Stored data entries
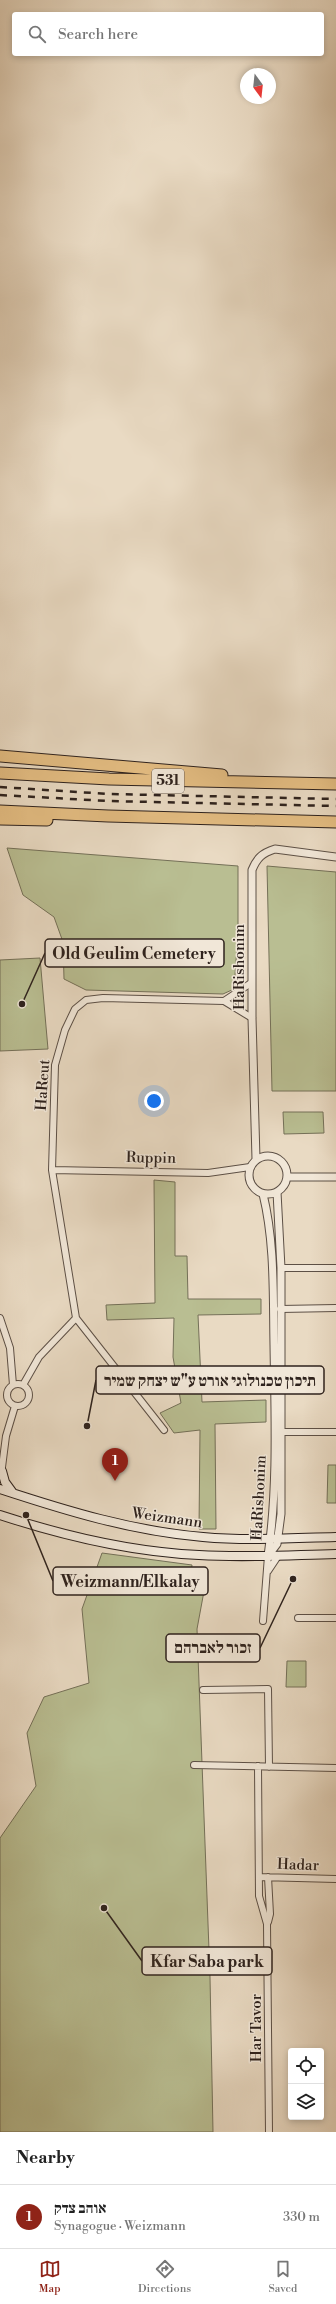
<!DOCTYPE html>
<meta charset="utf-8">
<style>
body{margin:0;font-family:"Libre Bodoni","Frank Ruhl Libre",serif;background:#f2f2f2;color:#222}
.controls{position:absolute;right:12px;bottom:12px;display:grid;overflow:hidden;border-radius:4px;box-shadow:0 2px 6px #0003}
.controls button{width:36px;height:36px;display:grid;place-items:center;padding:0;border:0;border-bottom:1px solid #e0e0e0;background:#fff;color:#222;font:20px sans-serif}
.compass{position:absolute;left:240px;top:68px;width:36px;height:36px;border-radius:50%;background:#fff;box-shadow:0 2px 6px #0003;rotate:165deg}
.you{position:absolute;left:154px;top:1101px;width:14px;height:14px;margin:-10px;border:3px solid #fff;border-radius:50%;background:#1a73e8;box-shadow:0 0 0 6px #1a73e833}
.badge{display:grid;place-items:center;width:26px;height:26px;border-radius:50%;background:#8f2418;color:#fff;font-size:13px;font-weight:700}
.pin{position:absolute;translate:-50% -33px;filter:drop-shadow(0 1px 2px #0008)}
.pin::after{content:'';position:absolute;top:21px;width:14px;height:12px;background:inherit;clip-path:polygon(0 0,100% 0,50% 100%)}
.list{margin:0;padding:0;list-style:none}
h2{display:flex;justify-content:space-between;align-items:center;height:52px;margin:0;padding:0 16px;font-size:17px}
h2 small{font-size:13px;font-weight:400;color:#767676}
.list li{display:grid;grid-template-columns:26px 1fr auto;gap:12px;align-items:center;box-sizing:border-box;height:64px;padding:0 16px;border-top:1px solid #e0e0e0}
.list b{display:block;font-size:15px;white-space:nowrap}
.list p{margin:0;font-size:13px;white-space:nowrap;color:#767676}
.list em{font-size:13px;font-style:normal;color:#767676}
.icon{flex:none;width:22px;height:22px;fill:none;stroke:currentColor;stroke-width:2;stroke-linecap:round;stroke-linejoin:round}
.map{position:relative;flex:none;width:336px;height:2132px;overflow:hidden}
.search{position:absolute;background:#fff;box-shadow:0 2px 6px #0003;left:12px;right:12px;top:12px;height:44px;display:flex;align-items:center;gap:10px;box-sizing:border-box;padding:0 14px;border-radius:4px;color:#767676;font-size:15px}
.sheet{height:116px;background:#fff}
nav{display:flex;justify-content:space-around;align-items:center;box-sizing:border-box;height:56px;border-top:1px solid #e0e0e0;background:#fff;font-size:11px;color:#767676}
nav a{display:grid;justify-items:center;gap:2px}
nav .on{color:#8f2418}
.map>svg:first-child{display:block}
.green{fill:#b9be92;stroke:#747058}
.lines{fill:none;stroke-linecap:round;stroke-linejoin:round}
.minor-casing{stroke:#5d5046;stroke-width:8}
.tertiary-casing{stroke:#5d5046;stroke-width:9}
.secondary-casing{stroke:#2e221d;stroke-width:10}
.motorway-casing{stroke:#2e221d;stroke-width:13}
.minor{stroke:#f1e7d8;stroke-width:6}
.tertiary{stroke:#f1e7d8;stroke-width:7}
.secondary{stroke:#f1e7d8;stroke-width:8}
.motorway{stroke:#e4bd82;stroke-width:11}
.rail{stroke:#2e221d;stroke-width:2.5;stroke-dasharray:7 7;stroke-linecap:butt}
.labels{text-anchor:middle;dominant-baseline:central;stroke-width:3;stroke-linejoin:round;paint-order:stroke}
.shield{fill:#f1e7d8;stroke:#685d55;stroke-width:1}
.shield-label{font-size:14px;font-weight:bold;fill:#2e221d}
.street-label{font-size:15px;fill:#2e221d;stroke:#f1e7d8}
.leader{fill:none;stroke:#2e221d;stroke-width:1.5}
.callout-dot{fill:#2e221d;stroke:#f1e7d8;stroke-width:1.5}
.callout{fill:#f1e7d8;stroke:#2e221d;stroke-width:1.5}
.callout-label{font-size:16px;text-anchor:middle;font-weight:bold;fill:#2e221d}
</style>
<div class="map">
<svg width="336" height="2132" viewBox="0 0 336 2132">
<rect width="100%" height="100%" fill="#e9dac3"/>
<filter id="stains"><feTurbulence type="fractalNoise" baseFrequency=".005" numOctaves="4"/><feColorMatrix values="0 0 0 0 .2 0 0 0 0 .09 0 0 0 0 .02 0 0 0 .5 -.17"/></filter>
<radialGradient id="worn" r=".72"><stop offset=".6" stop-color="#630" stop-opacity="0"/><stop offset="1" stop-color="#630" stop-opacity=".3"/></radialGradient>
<path class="green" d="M7,848l231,18v67l-4,56 -11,5 -137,-4 -22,-11 -1,-37 -9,-25 -31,-22z
M267,866l69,6v219h-64z
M40,958l8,91 -48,2v-91z
M283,1112h40l1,21 -40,1z
M154,1180l21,2v74h12l1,43h73v15l-63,1 4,87 64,-2v22l-51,2 1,105h-17l1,-99 -26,3 -14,-20 21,-10 -8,-46 1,-39 -67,2 -1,-15 49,-2z
M328,1465h8v38h-9z
M102,1553l90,12 -1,10h16l-10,54 13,348 3,155h-213v-294l36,-52 -9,-53 17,-36 45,-14 -7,-74z
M287,1661h19v26h-20z"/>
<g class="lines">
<g class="minor-casing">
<path id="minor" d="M224,1001l27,-18
M52,1170l156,3 42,-6
M281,1268h55
M280,1309l56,-1
M0,1318l10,30 3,37
M76,1318l88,112
M7 1395a11 11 0 1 1 22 0a11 11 0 1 1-22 0Z
M23,1385l16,-28 37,-39 -24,-148 3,-105 10,-35 10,-21 11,-9 17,-2 121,3 28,17
M282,1432h54
M1,1475l5,-39 9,-30
M268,1571l10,-15
M298,1618h38
M263,1621l5,-65
M203,1690l65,-1 1,78
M194,1765l142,3
M258,1766l1,130 8,28 2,208
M259,1877l77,2
M268,1922l2,-8 -2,-37"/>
</g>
<g class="tertiary-casing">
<path id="tertiary" d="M249 1175a19 19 0 1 1 38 0a19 19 0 1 1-38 0Z
M256,1159l-4,-141v-148c5,-12 10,-17 23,-21l61,8
M287,1177h49
M263,1194c12,49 10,101 11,151 1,71 4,141 -6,211
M268,1556l9,-12 4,-30v-246l-4,-76"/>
</g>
<g class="secondary-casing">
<path id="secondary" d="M2,1471l3,11 8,11
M0,1489c67,22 132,42 203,48 44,4 89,1 133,0
M0,1515c64,21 132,37 199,40 46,3 91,0 137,-1"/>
</g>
<g class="motorway-casing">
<path id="motorway" d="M0,756l222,19
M0,773l109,6 227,5
M0,811l108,5 228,6
M0,819l47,1"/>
</g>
<use href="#minor" class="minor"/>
<use href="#tertiary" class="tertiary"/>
<use href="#secondary" class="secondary"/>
<use href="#motorway" class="motorway"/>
<path class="rail" d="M0,787l109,7 227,5
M0,795l108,6 228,5"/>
</g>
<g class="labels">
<rect class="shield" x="152" y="769" width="32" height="24" rx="3"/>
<g class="shield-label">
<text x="168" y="781">531</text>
</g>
<g class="street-label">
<text transform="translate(239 967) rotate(-90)">HaRishonim</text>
<text transform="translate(43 1085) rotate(-86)">HaReut</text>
<text transform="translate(151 1158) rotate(1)">Ruppin</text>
<text transform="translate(259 1498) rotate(-87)">HaRishonim</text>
<text transform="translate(167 1518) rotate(8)">Weizmann</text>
<text transform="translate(298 1865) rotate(2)">Hadar</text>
<text transform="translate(256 2028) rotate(-90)">Har Tavor</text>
</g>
</g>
<path class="leader" d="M22 1004L45 953M87 1426L96 1380M26 1515L53 1581M293 1579L260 1648M104 1908L142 1961"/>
<g class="callout-dot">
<circle cx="22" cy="1004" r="4"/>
<circle cx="87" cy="1426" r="4"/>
<circle cx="26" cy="1515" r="4"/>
<circle cx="293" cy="1579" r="4"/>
<circle cx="104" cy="1908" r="4"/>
</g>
<g class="callout">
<rect x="45" y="939" width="179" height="28" rx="4"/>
<rect x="96" y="1366" width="228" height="28" rx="4"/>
<rect x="53" y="1567" width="155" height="28" rx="4"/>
<rect x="166" y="1634" width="94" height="28" rx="4"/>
<rect x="142" y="1947" width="130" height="28" rx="4"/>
</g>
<g class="callout-label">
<text x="134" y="959">Old Geulim Cemetery</text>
<text x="210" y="1386">תיכון טכנולוגי אורט ע"ש יצחק שמיר</text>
<text x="130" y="1587">Weizmann/Elkalay</text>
<text x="213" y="1653">זכור לאברהם</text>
<text x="207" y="1967">Kfar Saba park</text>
</g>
<rect width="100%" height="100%" filter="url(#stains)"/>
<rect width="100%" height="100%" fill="url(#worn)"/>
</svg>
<div class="controls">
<button><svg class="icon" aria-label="locate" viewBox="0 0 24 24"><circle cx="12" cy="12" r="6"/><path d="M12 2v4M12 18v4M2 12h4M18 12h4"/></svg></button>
<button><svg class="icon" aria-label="layers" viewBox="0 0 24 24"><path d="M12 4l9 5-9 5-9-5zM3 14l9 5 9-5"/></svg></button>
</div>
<svg class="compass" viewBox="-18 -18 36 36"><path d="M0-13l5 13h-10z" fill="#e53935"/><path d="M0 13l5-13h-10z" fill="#767676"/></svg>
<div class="you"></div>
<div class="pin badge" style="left:115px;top:1481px">1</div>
<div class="search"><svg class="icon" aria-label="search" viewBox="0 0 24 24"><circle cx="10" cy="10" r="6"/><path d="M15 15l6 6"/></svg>Search here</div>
</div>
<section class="sheet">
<h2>Nearby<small></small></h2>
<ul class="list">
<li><span class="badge">1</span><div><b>אוהב צדק</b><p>Synagogue · Weizmann</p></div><em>330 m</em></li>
</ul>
</section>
<nav>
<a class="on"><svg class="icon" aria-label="map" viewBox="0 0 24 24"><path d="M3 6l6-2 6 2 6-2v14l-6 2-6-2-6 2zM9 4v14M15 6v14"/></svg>Map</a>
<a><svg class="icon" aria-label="directions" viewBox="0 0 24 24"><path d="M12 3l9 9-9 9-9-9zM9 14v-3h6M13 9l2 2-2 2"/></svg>Directions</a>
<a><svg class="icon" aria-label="saved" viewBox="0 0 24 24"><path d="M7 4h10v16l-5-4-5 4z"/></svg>Saved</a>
</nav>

▸ **WHAT YOU WILL DO**: Whenever the string "list" turns up in a line above, copy that line out.

▸ **COMPLETED TASK**:
.list{margin:0;padding:0;list-style:none}
.list li{display:grid;grid-template-columns:26px 1fr auto;gap:12px;align-items:center;box-sizing:border-box;height:64px;padding:0 16px;border-top:1px solid #e0e0e0}
.list b{display:block;font-size:15px;white-space:nowrap}
.list p{margin:0;font-size:13px;white-space:nowrap;color:#767676}
.list em{font-size:13px;font-style:normal;color:#767676}
<ul class="list">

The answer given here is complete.